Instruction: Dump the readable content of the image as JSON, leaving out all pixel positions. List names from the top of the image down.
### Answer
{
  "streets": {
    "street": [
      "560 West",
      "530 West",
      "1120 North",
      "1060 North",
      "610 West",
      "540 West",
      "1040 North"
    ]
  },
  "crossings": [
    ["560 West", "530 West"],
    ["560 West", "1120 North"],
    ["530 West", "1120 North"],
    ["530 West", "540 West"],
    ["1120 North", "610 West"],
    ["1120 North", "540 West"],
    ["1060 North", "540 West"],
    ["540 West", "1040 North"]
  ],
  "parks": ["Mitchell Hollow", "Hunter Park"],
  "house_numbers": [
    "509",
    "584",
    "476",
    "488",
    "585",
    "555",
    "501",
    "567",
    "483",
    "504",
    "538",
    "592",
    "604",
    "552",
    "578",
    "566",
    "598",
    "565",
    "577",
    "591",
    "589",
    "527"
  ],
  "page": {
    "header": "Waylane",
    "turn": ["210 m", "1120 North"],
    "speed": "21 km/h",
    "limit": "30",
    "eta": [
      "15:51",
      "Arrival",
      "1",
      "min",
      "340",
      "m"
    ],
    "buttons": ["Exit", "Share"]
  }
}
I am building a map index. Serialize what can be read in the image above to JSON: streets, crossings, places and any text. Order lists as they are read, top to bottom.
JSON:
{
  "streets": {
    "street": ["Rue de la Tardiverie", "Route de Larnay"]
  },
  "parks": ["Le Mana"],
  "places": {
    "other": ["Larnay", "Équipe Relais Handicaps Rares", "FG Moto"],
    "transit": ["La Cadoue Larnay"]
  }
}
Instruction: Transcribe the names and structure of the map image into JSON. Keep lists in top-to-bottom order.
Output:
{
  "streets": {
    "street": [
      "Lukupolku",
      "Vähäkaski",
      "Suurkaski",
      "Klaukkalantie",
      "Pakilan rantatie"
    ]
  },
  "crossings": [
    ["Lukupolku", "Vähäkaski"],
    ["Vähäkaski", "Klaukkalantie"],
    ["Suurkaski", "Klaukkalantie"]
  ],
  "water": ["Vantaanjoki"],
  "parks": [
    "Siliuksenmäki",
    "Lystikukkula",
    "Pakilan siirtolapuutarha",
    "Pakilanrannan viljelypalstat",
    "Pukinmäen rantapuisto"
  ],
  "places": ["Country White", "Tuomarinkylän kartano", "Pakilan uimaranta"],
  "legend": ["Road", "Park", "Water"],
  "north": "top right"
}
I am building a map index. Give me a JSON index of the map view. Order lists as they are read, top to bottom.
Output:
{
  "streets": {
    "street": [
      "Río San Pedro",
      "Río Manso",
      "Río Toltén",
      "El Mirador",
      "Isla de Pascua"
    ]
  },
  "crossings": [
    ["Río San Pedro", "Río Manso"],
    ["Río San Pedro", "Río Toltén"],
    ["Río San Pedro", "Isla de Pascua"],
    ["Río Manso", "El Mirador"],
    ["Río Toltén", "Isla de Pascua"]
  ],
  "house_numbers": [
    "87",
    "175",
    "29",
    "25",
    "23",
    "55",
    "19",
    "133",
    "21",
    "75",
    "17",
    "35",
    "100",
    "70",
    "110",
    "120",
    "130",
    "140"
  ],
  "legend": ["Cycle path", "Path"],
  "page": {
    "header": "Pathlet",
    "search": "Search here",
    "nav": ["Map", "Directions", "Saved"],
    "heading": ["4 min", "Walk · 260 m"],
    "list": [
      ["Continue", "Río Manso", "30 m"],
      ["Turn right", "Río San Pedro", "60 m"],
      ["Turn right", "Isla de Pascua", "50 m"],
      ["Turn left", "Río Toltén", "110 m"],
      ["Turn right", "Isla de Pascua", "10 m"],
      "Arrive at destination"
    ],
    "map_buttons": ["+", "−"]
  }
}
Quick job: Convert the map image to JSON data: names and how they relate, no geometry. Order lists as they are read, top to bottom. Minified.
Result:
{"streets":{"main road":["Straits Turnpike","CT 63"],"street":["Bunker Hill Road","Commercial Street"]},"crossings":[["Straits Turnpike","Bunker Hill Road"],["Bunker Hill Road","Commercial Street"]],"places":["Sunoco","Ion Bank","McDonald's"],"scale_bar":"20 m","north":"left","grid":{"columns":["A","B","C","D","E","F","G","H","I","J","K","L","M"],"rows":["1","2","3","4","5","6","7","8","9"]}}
_ _ _
- ASSIGNMENT
Where a line of the listing includes the word "index", add it to the tally, and give the final number and nothing more.

- SOLUTION TO THIS TASK
2